L’argument de la pente glissante

La pente glissante est un argument fallacieux qui consiste à rejeter une idée ou une décision sous prétexte qu’elle entraînerait inévitablement une série de conséquences dramatiques. C’est un raisonnement de type domino : si on accepte A, alors on acceptera B, puis C, et très vite, ce sera la fin de tout repère. L’argument repose moins sur des faits que sur des peurs, et surtout sur la croyance que l’humain serait incapable de discernement une fois un petit pas franchi.

Un excellent exemple est celui de Nicolas Sarkozy qui parle du paquet de cigarettes neutre, lorsqu’il affirme que celui-ci amènera inéluctablement à la bouteille de vin neutre, engendrant la fin des terroirs, et donc immanquablement la fin de la défense des savoir-faires régionaux. L’idée que standardiser un emballage pour des raisons de santé publique mènerait à l’effacement des terroirs relève d’un glissement illogique, où l’on confond réglementation ciblée et destruction culturelle généralisée. C’est comme dire que mettre un gilet de sauvetage à un enfant sur un pédalo finira par interdire la navigation maritime : l’enchaînement est arbitraire, alarmiste et déconnecté du réel. On voit poindre l’absurdité de l’argument dès lors que l’on prend quelques secondes pour s’arrêter dessus.

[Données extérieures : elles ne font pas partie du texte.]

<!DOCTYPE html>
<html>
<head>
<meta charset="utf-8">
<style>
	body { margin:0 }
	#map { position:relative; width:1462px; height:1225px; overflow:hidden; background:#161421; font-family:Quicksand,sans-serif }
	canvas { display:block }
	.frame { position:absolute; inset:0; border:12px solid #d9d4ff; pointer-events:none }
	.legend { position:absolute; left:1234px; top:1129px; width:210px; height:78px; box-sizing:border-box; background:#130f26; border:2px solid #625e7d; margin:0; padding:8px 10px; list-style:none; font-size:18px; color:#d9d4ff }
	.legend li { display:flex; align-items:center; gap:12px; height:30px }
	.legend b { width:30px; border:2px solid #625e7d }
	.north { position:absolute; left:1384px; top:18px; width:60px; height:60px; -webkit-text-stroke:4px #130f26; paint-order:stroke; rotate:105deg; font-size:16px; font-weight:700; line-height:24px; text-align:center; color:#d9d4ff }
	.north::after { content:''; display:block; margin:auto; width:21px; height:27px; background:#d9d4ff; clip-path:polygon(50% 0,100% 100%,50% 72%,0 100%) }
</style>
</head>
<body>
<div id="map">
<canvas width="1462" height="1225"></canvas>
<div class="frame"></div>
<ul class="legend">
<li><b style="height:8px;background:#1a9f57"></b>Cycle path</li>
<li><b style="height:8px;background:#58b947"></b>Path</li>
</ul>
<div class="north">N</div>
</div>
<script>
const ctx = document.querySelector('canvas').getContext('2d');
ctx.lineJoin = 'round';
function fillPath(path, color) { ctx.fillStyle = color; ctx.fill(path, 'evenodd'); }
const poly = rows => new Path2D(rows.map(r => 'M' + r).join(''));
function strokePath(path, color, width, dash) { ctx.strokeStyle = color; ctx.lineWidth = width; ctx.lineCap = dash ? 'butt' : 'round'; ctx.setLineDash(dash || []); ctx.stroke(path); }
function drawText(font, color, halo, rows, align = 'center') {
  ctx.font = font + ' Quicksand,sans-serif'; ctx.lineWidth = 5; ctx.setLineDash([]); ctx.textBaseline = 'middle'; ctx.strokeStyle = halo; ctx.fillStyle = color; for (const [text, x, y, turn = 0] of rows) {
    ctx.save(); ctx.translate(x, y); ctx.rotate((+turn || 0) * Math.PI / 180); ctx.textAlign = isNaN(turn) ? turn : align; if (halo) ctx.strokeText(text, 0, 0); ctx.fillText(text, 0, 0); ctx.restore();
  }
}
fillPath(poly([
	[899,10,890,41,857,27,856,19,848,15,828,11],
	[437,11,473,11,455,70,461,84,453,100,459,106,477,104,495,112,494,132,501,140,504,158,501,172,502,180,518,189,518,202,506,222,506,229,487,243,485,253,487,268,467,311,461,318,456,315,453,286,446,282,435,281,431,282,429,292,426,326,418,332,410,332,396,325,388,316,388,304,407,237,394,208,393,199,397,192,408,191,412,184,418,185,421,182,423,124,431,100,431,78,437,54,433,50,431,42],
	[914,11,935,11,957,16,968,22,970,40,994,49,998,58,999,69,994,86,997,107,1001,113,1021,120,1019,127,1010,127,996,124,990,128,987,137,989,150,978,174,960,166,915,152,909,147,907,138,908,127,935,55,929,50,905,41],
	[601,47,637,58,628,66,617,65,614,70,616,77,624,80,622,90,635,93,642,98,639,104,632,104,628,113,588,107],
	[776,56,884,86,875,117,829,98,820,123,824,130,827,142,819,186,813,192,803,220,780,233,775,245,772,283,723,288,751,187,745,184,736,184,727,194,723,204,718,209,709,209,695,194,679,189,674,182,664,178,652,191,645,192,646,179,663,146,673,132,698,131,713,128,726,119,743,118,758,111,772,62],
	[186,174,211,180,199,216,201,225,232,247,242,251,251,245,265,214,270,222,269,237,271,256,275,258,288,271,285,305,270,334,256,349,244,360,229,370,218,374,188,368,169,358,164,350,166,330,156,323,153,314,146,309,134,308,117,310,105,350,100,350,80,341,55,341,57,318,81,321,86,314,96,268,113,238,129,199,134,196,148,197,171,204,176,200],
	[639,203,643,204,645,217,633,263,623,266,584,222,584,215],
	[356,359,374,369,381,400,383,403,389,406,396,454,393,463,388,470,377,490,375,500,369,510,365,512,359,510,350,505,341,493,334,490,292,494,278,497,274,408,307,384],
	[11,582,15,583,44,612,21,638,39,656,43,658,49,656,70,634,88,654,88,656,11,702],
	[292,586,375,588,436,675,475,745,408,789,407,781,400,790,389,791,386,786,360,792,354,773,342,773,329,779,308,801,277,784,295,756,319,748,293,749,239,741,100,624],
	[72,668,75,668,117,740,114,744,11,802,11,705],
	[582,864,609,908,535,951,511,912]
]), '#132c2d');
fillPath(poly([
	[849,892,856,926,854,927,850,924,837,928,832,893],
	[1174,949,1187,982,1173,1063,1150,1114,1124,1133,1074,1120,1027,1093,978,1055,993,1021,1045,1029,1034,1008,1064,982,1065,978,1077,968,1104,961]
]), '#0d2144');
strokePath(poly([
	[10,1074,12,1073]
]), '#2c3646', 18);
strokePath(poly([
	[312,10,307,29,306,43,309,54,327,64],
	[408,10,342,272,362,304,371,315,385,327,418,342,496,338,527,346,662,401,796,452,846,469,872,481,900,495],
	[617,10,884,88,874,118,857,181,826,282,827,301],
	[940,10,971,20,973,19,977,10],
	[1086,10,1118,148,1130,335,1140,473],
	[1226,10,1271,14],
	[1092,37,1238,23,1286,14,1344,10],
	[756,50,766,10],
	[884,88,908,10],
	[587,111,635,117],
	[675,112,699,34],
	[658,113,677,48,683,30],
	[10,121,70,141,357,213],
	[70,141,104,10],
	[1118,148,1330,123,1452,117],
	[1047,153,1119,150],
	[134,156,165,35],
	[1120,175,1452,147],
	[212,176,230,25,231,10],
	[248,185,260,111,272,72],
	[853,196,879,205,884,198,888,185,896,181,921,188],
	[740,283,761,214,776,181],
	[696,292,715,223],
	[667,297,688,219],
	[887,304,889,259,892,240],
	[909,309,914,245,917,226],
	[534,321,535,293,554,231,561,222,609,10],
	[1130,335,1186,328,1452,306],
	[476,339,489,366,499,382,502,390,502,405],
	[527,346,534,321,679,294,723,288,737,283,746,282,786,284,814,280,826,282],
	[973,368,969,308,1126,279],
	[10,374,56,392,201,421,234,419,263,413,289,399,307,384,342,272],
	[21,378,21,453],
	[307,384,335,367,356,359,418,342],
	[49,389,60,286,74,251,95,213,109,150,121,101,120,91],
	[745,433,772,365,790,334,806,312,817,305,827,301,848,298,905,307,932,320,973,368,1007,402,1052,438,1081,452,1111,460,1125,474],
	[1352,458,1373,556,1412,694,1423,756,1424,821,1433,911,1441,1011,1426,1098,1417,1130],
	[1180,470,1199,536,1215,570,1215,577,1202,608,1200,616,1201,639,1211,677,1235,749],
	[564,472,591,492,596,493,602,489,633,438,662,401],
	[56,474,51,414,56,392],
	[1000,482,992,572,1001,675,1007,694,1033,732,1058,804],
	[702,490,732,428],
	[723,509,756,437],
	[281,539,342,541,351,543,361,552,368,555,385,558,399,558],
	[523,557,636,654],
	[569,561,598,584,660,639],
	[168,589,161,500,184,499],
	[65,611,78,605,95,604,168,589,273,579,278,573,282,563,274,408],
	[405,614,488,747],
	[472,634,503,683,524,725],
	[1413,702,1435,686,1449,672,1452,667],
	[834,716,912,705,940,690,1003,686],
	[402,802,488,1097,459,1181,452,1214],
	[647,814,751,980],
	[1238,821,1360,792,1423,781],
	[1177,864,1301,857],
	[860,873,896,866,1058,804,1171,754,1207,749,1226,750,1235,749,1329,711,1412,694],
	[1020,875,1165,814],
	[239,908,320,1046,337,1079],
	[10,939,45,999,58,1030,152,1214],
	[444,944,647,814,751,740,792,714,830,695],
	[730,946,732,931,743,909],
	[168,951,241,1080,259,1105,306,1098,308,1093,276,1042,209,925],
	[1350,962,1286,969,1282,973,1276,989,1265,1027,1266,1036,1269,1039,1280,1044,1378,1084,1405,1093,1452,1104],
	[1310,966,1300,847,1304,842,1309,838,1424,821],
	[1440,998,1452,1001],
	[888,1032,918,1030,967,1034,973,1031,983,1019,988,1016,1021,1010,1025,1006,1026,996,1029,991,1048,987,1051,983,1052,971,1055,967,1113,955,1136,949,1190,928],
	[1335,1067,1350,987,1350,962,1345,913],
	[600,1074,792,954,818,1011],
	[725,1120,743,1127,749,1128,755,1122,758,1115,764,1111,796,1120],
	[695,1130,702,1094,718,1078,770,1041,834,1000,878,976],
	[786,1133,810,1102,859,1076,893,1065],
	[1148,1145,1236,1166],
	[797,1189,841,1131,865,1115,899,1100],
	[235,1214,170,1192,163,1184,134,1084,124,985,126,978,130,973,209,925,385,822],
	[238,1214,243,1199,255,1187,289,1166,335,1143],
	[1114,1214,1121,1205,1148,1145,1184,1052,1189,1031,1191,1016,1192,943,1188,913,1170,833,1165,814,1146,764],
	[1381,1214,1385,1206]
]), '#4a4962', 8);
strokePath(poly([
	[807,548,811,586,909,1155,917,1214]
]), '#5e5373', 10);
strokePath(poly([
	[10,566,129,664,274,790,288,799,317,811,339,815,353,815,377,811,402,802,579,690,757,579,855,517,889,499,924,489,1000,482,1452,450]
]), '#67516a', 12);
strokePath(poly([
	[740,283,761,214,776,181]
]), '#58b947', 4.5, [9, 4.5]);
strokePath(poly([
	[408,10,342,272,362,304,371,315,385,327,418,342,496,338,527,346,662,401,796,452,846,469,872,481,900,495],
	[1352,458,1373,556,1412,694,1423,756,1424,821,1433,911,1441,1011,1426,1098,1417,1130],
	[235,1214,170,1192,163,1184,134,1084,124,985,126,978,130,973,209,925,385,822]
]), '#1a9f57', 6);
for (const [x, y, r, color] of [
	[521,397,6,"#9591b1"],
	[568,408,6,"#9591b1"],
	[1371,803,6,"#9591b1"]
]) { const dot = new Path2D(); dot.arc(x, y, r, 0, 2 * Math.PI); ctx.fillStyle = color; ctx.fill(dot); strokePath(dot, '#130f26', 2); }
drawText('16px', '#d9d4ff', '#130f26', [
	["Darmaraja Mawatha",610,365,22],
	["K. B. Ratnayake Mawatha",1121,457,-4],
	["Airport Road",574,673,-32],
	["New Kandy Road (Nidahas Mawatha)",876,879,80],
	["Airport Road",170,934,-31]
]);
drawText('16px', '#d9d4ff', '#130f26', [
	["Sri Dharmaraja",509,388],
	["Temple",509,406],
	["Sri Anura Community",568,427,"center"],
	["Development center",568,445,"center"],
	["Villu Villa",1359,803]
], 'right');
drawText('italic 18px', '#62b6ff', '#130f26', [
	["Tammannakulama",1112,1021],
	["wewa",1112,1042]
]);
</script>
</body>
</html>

Ce type d’argument est fréquent dans les milieux religieux, le plus souvent conservateurs, où il sert à maintenir des dogmes en place en diabolisant toute remise en question. Il peut prendre différentes formes. Je prends un exemple que j’ai entendu lors des débats autour de la question du mariage pour tous. Un pasteur défendait le refus du mariage pour tous dans l’église soutenant qu’ouvrir la bénédiction aux couples de même sexe allait ouvrir la boîte de Pandore de tout un tas d’autres dérives progressistes et que de fil en aiguille, nous nous retrouverions dans dix ans à célébrer des mariages entre humains et animaux, et que cela conduirait probablement à l’acceptation et la célébration de la zoophilie. Ici, la pente glissante est flagrante. Mais parfois, elle passe plus inaperçue comme de dire par exemple : « Si on commence à adapter notre langage théologique/liturgique pour qu’il soit mieux compris par les nouvelles générations, alors on va finir par diluer le propos, puis le message évangélique jusqu’à ce qu’il ne veuille plus rien dire, et au final, on arrivera à perdre l’essence de la foi chrétienne. » Pour que ce type d’argument soit valide, il faudrait pouvoir démontrer les liens de cause à effet entre chaque étape de la pente glissante.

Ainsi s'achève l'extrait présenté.